# [PROBLEM DETAILS]
Each line of the records below that contains "Sriracha" needs to be copied.

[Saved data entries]
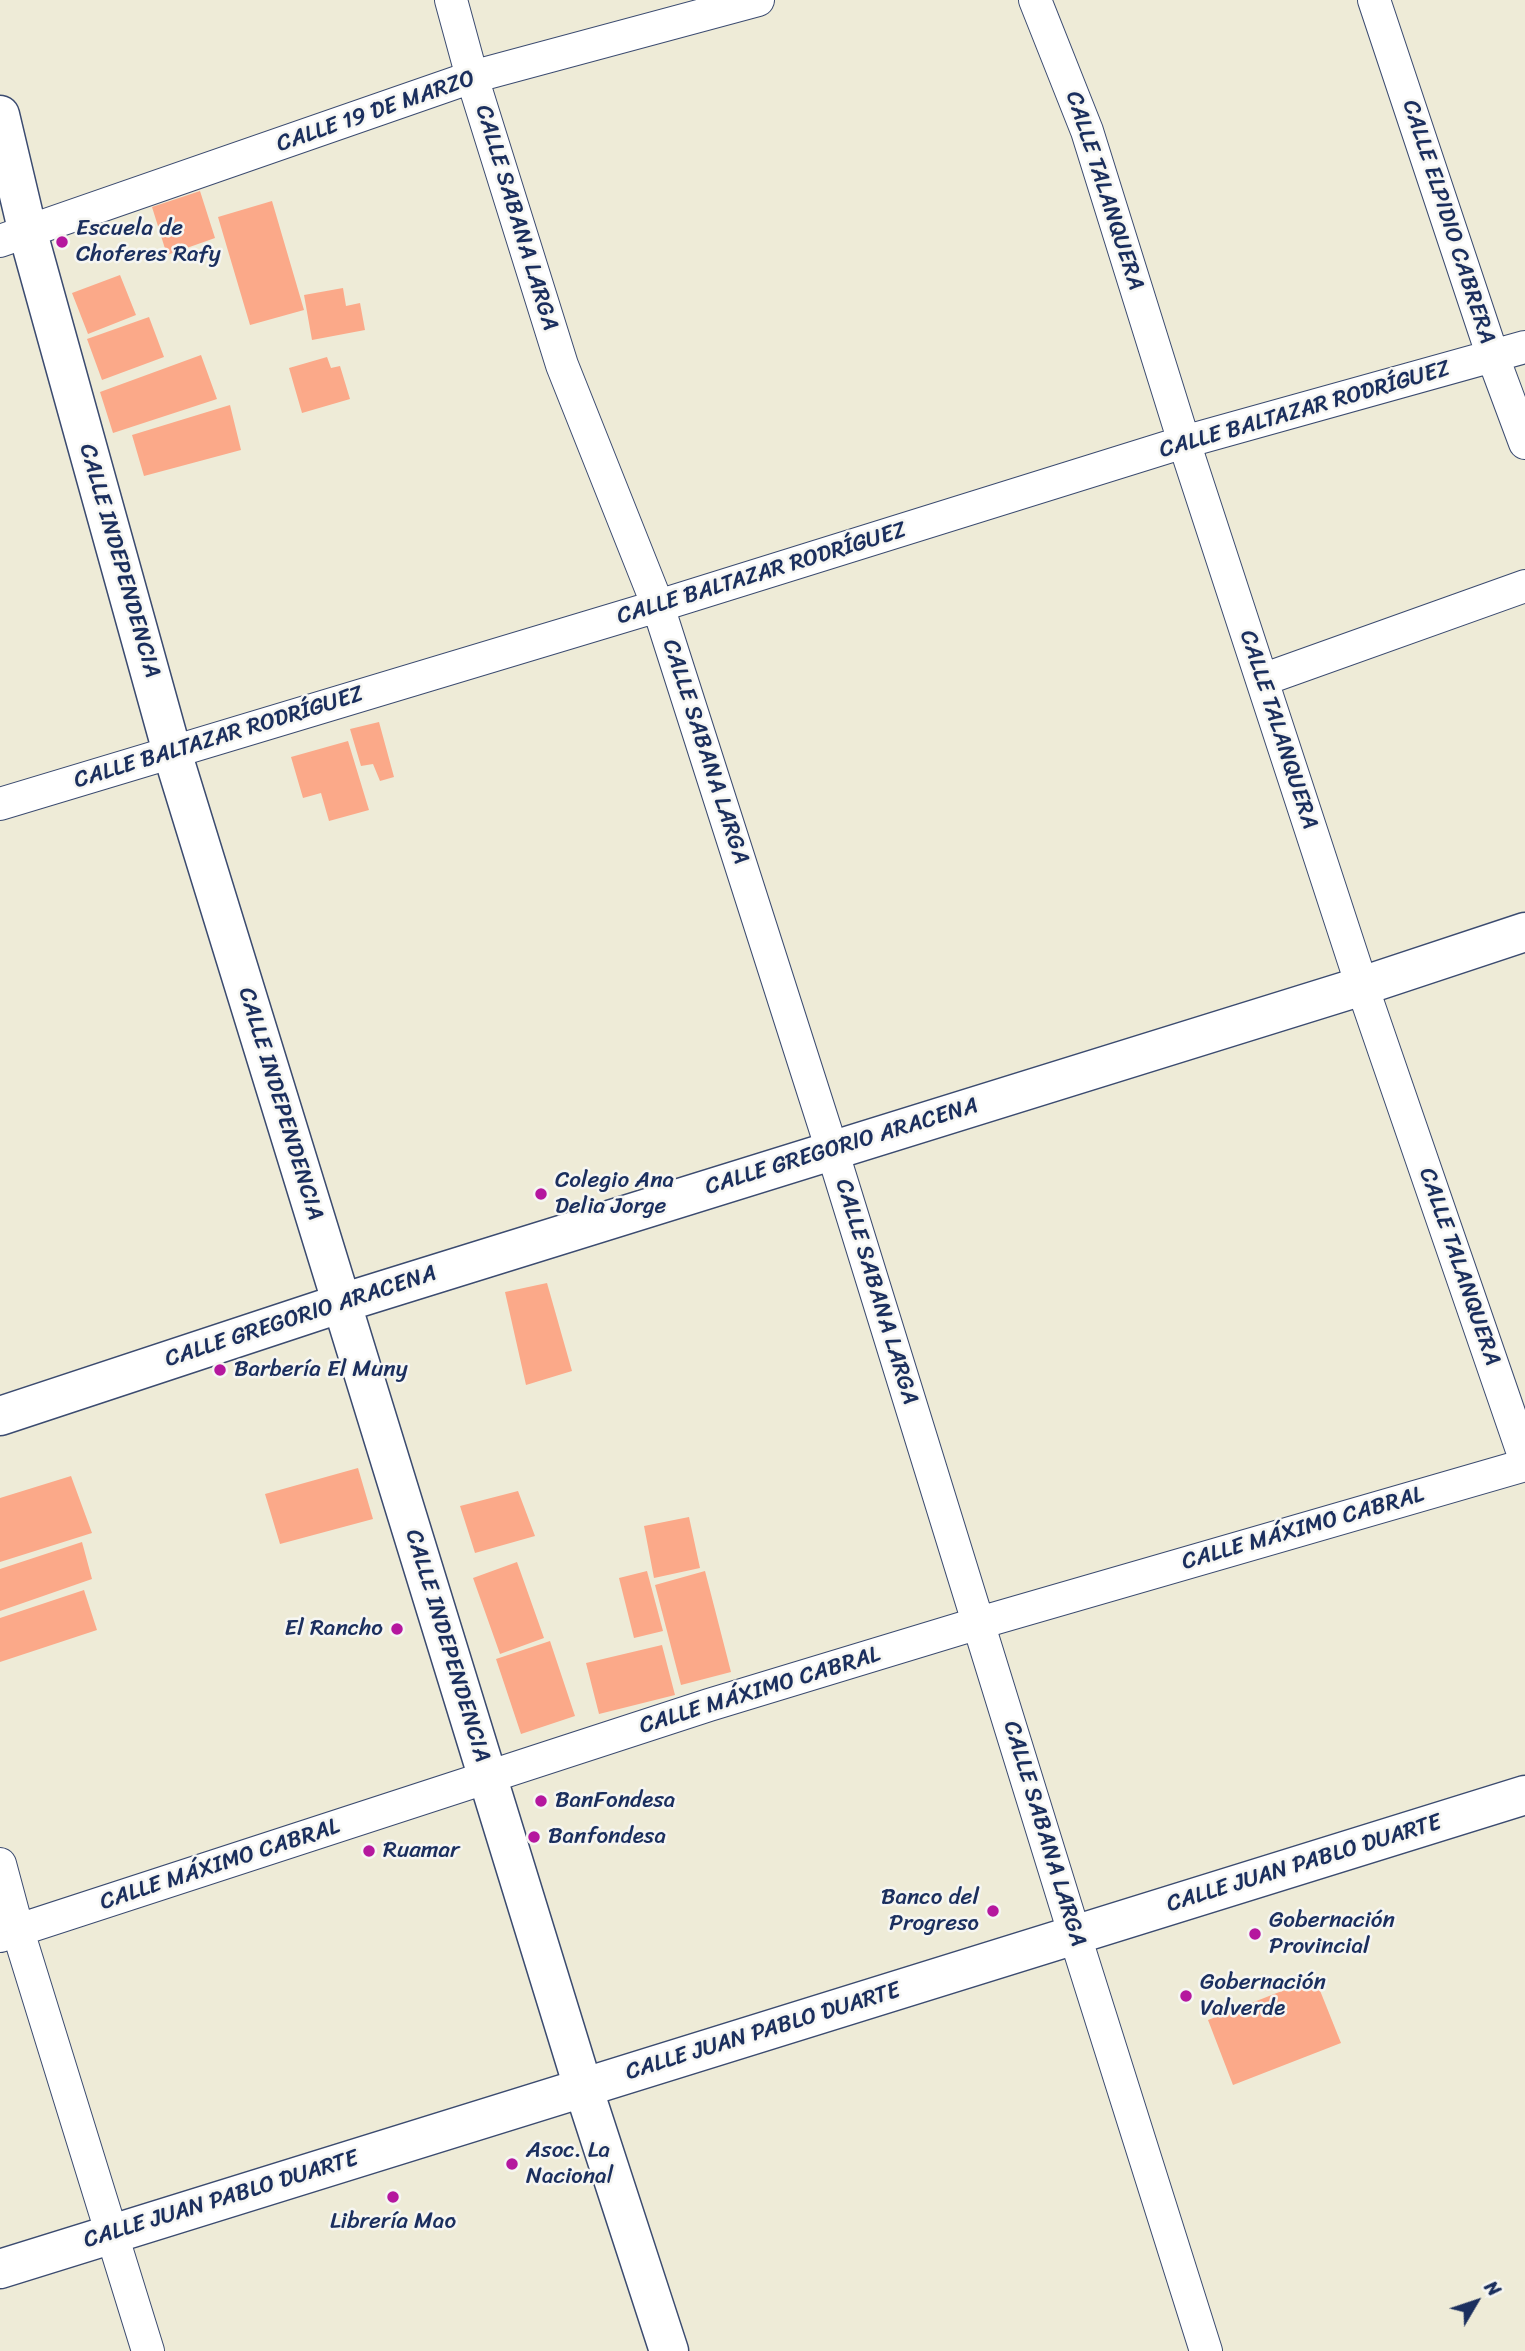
<!DOCTYPE html>
<meta charset="utf-8">
<style>
body{margin:0}
#map{position:relative;width:1525px;height:2351px;overflow:hidden;background:#eeebd7;font-family:Sriracha,sans-serif}
canvas{display:block}
.north{position:absolute;left:1441px;top:2267px;width:70px;height:70px;-webkit-text-stroke:5px #f6f6f2;paint-order:stroke;rotate:51deg;font-size:19px;font-weight:700;line-height:28px;text-align:center;color:#1b2f5e}
.north::after{content:'';display:block;margin:auto;width:24px;height:32px;background:#1b2f5e;clip-path:polygon(50% 0,100% 100%,50% 72%,0 100%)}
</style>
<div id="map">
<canvas width="1525" height="2351"></canvas>
<div class="north">N</div>
</div>
<script>
const g = document.querySelector('canvas').getContext('2d');
g.lineJoin = 'round';
function fill(path, color) { g.fillStyle = color; g.fill(path, 'evenodd'); }
const poly = rows => new Path2D(rows.map(r => 'M' + r).join(''));
function trace(path, color, width, dash) { g.strokeStyle = color; g.lineWidth = width; g.lineCap = dash ? 'butt' : 'round'; g.setLineDash(dash || []); g.stroke(path); }
function write(font, color, halo, rows, align = 'center') {
  g.font = font + ' Sriracha,sans-serif'; g.lineWidth = 5; g.setLineDash([]); g.textBaseline = 'middle'; g.strokeStyle = halo; g.fillStyle = color; for (const [text, x, y, turn = 0] of rows) {
    g.save(); g.translate(x, y); g.rotate((+turn || 0) * Math.PI / 180); g.textAlign = isNaN(turn) ? turn : align; if (halo) g.strokeText(text, 0, 0); g.fillText(text, 0, 0); g.restore();
  }
}
fill(poly([
 [200,191,215,238,167,255,152,207],
 [272,201,304,310,250,325,218,217],
 [120,275,136,315,88,334,72,293],
 [343,288,346,306,360,303,365,330,312,340,304,295],
 [149,317,164,357,102,380,87,339],
 [201,355,217,399,113,433,100,392],
 [327,357,331,368,340,366,350,399,302,413,289,368],
 [230,405,241,450,144,476,132,435],
 [379,722,394,777,380,781,373,764,361,766,350,729],
 [348,741,369,810,329,821,321,793,303,798,291,757],
 [547,1283,572,1371,526,1385,505,1292],
 [358,1468,373,1519,280,1544,265,1494],
 [71,1476,92,1533,0,1562,0,1498],
 [518,1491,535,1536,475,1553,460,1506],
 [689,1517,700,1568,654,1578,644,1526],
 [82,1542,92,1579,0,1611,0,1569],
 [517,1562,544,1638,500,1654,473,1578],
 [647,1571,663,1631,634,1638,619,1578],
 [705,1571,731,1672,681,1685,655,1585],
 [84,1590,97,1630,0,1662,0,1618],
 [550,1641,575,1716,521,1734,496,1659],
 [662,1645,675,1695,599,1714,586,1663],
 [1315,1978,1341,2043,1233,2085,1208,2020]
]), '#fba989');
const minor = poly([
 [451,0,472,77,562,365,658,606,832,1150,1075,1936,1206,2351],
 [1035,0,1087,131,1184,442,1362,986,1525,1459],
 [1374,0,1493,357,1525,443],
 [0,241,472,77,758,0],
 [1262,680,1525,586],
 [0,804,658,606,1184,442,1525,347],
 [0,1864,18,1931,148,2351],
 [0,1936,709,1705,979,1623,1525,1465]
]);
const tertiary = poly([
 [0,115,28,233,172,752,583,2087,669,2351],
 [0,1416,342,1303,1362,986,1525,932]
]);
const secondary = poly([
 [0,2269,1525,1795]
]);
trace(minor, '#3b4b70', 34);
trace(tertiary, '#3b4b70', 41);
trace(secondary, '#3b4b70', 41);
trace(minor, '#fff', 32);
trace(tertiary, '#fff', 38);
trace(secondary, '#fff', 38);
for (const [x, y, r, color] of [
 [62,242,7,"#b5179e"],
 [541,1194,7,"#b5179e"],
 [220,1370,7,"#b5179e"],
 [397,1629,7,"#b5179e"],
 [541,1801,7,"#b5179e"],
 [534,1837,7,"#b5179e"],
 [369,1851,7,"#b5179e"],
 [993,1911,7,"#b5179e"],
 [1255,1934,7,"#b5179e"],
 [1186,1996,7,"#b5179e"],
 [512,2164,7,"#b5179e"],
 [393,2197,7,"#b5179e"]
]) { const dot = new Path2D(); dot.arc(x, y, r, 0, 2 * Math.PI); g.fillStyle = color; g.fill(dot); trace(dot, '#f6f6f2', 2.5); }
write('23px', '#1b2f5e', '#f6f6f2', [
 ["CALLE 19 DE MARZO",376,112,-19],
 ["CALLE TALANQUERA",1104,191,72],
 ["CALLE SABANA LARGA",516,218,73],
 ["CALLE ELPIDIO CABRERA",1448,222,72],
 ["CALLE BALTAZAR RODRÍGUEZ",1305,410,-16],
 ["CALLE INDEPENDENCIA",119,561,74],
 ["CALLE BALTAZAR RODRÍGUEZ",762,574,-17],
 ["CALLE TALANQUERA",1278,730,72],
 ["CALLE BALTAZAR RODRÍGUEZ",219,738,-17],
 ["CALLE SABANA LARGA",705,752,72],
 ["CALLE INDEPENDENCIA",280,1104,73],
 ["CALLE GREGORIO ARACENA",842,1147,-17],
 ["CALLE TALANQUERA",1459,1267,71],
 ["CALLE SABANA LARGA",876,1292,73],
 ["CALLE GREGORIO ARACENA",301,1317,-18],
 ["CALLE MÁXIMO CABRAL",1303,1529,-16],
 ["CALLE INDEPENDENCIA",447,1646,73],
 ["CALLE MÁXIMO CABRAL",760,1691,-17],
 ["CALLE SABANA LARGA",1044,1834,73],
 ["CALLE JUAN PABLO DUARTE",1304,1864,-17],
 ["CALLE MÁXIMO CABRAL",220,1865,-18],
 ["CALLE JUAN PABLO DUARTE",763,2032,-17],
 ["CALLE JUAN PABLO DUARTE",221,2200,-17]
]);
write('23px', '#1b2f5e', '#f6f6f2', [
 ["Escuela de",76,229],
 ["Choferes Rafy",76,255],
 ["Colegio Ana",555,1181],
 ["Delia Jorge",555,1207],
 ["Barbería El Muny",234,1370],
 ["El Rancho",383,1629,"right"],
 ["BanFondesa",555,1801],
 ["Banfondesa",548,1837],
 ["Ruamar",383,1851],
 ["Banco del",979,1898,"right"],
 ["Progreso",979,1924,"right"],
 ["Gobernación",1269,1921],
 ["Provincial",1269,1947],
 ["Gobernación",1200,1983],
 ["Valverde",1200,2009],
 ["Asoc. La",526,2151],
 ["Nacional",526,2177],
 ["Librería Mao",393,2222,"center"]
], 'left');
</script>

# [RESULT]
#map{position:relative;width:1525px;height:2351px;overflow:hidden;background:#eeebd7;font-family:Sriracha,sans-serif}
  g.font = font + ' Sriracha,sans-serif'; g.lineWidth = 5; g.setLineDash([]); g.textBaseline = 'middle'; g.strokeStyle = halo; g.fillStyle = color; for (const [text, x, y, turn = 0] of rows) {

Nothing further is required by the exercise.